A bartender who accidentally got a voice note from her supervisor stating that she had been ordered to “get rid” of the worker because of her anxiety disorder has been awarded €10,000 for a discriminatory constructive dismissal.
“[She] is f***ing killed with her nerves so she’s over there in a panic attack now…I have to get rid of her now. F***ing hates (sic) doing it but [my manager] said: ‘Look, she has to go’,” the supervisor said in the recording, which was presented in evidence to the Workplace Relations Commission (WRC) by the bartender’s lawyers at a hearing last December.
The bartender, Ms Z, said in evidence that she had asked her supervisor to keep the details of her anxiety disorder private. She said she suffered “stress and humiliation” over what happened and argued she was left with no alternative but to quit.
The commission upheld her complaint under the Employment Equality Act 1998, making a finding of discriminatory constructive dismissal against her former employer, an unidentified hospitality group which employs around 100 staff across 12 businesses.
The company had denied dismissal, claiming that the manager mentioned in the voice note did not have the authority to terminate someone’s employment and that there was no intention to sack the complainant.
The bartender said she finished her shift on August 13th, 2021. She told her supervisor she was feeling unwell, but agreed to open up the bar the next morning. However, she said that when she went in the following day she told Ms B by text that she felt an anxiety or panic attack coming on.
Ms Z said received the voice note while she was waiting to be relieved – and had just finished listening to it when her supervisor arrived. She said her supervisor asked for a “private word” and then told her: “You’re sick, you’re not suited to the job” – or “words to that effect”, Ms Z told the tribunal.
Ms Z said her supervisor then told her that the bar manager had wanted to give the message personally but that Ms B “thought it would be better coming from a woman”.
The bar manager referred to in the voice note, identified only as Mr A, said he found out from Ms B that she had sent the voice note “in error” and told the bartender to “take whatever time she needed to get better”.
He said he was not authorised to dismiss staff so “could not have told Ms B to ‘get rid’ of the complainant”, adding that he had accommodated Ms Z when she said she was anxious about working nights.
The complainant said that when she met the manager in September 2021, he denied saying what had been attributed to him in the voice note.
She said Mr A told her: “This isn’t good for the company.

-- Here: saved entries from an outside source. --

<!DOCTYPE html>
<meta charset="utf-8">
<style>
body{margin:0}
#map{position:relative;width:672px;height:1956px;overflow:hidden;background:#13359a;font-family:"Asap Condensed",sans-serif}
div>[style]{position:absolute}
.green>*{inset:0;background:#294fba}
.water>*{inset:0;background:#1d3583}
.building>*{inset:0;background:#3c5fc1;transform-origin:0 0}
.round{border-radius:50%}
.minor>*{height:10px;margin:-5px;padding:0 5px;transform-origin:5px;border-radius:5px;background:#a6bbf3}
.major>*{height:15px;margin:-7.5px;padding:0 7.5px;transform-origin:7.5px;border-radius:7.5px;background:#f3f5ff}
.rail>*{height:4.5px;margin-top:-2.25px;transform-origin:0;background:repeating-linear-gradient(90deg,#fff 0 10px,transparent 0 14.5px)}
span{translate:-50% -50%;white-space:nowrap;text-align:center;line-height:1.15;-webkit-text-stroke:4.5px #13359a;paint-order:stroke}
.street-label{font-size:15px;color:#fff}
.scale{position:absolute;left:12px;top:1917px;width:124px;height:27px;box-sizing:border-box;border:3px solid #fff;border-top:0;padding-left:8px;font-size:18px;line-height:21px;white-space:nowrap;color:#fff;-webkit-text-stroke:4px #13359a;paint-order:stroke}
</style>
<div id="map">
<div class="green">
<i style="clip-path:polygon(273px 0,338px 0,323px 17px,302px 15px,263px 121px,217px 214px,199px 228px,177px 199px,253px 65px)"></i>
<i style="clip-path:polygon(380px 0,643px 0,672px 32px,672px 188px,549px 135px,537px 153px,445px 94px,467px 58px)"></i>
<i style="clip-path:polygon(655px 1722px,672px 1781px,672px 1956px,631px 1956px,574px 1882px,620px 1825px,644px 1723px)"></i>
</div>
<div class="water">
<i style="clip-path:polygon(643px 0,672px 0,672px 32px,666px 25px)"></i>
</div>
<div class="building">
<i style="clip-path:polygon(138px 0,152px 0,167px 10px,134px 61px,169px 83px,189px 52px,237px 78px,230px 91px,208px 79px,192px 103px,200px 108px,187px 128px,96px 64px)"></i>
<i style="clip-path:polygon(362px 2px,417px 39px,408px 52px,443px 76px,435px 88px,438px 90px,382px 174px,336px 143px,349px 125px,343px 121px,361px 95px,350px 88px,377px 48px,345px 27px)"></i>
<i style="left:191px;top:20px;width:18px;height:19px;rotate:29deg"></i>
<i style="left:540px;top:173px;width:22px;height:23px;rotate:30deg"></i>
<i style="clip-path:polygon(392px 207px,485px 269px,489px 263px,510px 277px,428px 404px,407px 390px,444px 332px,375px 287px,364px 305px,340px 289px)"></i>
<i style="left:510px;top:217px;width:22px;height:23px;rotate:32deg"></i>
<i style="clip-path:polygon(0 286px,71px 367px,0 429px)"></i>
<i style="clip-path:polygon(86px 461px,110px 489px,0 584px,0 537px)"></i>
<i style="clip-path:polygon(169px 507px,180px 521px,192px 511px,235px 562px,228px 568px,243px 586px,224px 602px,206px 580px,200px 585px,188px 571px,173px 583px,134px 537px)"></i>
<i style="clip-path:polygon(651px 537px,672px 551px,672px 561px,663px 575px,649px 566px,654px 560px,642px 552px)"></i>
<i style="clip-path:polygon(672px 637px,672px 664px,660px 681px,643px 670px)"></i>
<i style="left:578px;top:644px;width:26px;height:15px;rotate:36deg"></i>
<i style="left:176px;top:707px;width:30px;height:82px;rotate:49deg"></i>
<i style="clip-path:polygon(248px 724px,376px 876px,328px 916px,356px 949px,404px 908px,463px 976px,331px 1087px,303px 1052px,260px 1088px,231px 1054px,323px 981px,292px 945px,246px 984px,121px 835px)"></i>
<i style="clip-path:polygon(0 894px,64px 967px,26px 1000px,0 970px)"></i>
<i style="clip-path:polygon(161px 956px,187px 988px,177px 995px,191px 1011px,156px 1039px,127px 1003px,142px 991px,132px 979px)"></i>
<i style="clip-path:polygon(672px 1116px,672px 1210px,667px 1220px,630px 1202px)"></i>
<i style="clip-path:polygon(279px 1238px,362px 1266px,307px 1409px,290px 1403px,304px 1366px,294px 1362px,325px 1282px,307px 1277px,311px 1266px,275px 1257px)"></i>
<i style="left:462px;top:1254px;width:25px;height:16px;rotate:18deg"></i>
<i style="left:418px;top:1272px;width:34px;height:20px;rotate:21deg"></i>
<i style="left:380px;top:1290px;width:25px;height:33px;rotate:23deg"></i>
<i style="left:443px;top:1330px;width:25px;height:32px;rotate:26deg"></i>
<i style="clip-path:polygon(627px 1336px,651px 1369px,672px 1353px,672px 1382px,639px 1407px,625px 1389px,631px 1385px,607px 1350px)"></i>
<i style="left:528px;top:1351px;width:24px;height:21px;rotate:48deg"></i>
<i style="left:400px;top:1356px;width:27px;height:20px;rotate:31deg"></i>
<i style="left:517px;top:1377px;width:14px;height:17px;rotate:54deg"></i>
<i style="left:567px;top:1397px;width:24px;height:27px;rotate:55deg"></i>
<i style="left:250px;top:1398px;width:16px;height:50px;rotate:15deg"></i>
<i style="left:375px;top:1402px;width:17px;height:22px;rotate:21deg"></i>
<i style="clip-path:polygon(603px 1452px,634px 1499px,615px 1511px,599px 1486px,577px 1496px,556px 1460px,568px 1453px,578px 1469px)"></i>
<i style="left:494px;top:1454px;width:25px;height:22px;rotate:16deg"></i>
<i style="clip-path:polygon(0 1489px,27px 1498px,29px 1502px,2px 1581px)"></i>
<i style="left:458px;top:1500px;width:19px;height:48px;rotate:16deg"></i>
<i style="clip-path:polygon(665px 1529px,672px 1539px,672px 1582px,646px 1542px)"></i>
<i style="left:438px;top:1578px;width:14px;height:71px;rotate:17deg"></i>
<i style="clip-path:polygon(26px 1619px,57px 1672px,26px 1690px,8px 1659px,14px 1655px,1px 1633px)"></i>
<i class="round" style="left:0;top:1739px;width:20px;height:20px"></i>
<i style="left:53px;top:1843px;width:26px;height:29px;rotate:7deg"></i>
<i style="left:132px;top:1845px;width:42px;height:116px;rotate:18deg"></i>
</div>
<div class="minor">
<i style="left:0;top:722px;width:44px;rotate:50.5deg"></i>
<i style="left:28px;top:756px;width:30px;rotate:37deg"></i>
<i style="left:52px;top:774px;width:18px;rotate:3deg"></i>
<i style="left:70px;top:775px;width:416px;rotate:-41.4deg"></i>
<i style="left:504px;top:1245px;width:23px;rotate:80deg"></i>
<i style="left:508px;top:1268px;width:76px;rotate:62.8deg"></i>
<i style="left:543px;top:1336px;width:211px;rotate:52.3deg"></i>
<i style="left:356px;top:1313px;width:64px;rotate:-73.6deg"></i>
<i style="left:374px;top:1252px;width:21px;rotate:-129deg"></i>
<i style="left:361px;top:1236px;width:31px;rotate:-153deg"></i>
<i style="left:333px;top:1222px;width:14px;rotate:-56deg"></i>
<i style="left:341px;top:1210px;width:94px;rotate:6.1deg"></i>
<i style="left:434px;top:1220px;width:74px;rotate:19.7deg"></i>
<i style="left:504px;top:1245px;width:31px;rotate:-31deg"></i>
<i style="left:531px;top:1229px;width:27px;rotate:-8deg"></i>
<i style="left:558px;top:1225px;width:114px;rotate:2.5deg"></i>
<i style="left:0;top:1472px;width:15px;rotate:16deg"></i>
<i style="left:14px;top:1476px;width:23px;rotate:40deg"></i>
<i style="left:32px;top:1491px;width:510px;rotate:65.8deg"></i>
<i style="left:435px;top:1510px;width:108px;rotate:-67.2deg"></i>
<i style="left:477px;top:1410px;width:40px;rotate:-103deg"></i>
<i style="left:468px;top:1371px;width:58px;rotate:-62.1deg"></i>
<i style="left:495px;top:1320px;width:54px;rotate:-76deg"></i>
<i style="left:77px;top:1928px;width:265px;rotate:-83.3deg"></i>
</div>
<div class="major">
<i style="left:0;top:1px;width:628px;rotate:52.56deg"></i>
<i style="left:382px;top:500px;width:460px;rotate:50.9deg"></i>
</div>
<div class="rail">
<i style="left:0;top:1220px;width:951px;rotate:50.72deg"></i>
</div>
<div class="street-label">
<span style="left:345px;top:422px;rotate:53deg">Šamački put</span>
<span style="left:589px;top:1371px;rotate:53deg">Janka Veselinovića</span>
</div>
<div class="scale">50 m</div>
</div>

I never told her to say this”.
Giving evidence, Ms B said she apologised once she realised the message had gone to Ms Z and that there was “no intention of letting her go”.
The manager said he had asked the complainant about coming back to work at the meeting. Ms Z said she did get messages asking her to return, but felt that with the voice note “the damage was done”.
The owner of the hospitality firm said he had not seen any details of the voice note until the complainant’s submissions to the WRC.
Paul Comiskey O’Keeffe BL, for the hospitality group, said the claim for constructive dismissal was “unsustainable on the facts alleged” and that the discrimination claim had been “contrived” by the complainant after she quit in December 2021.
“No decision to terminate, nor termination, occurred as a matter of fact,” he said.
Gareth Hayden, barrister for Ms Z, said: “This is not the language of a person who has been asked to give an employee time off work for medical reasons - rather it is the language of a person who has been tasked with dismissing another employee.”
He argued that a person with Ms Z’s anxiety disorder “could well be placing themselves at risk of deterioration in their condition” by going back to work where there was a “clear” intention to dismiss them because of their disability – and where it was “clearly the subject of discussion between fellow employees”.
In her decision, adjudicating officer Gaye Cunningham wrote that the “tone and language” would “reasonably be considered to be deeply offensive”.
“There were clear indications in its wording that the intention was to dismiss Ms Z,” she added.
Ms Cunningham accepted it was “not possible” for the complainant to make use of workplace grievance procedures given her mental health difficulties and added that there was “little follow-up” from the employer despite its claims that Ms Z would be “welcome” back to work. She ordered the company to pay Ms Z €10,000 in compensation for the effects of discrimination.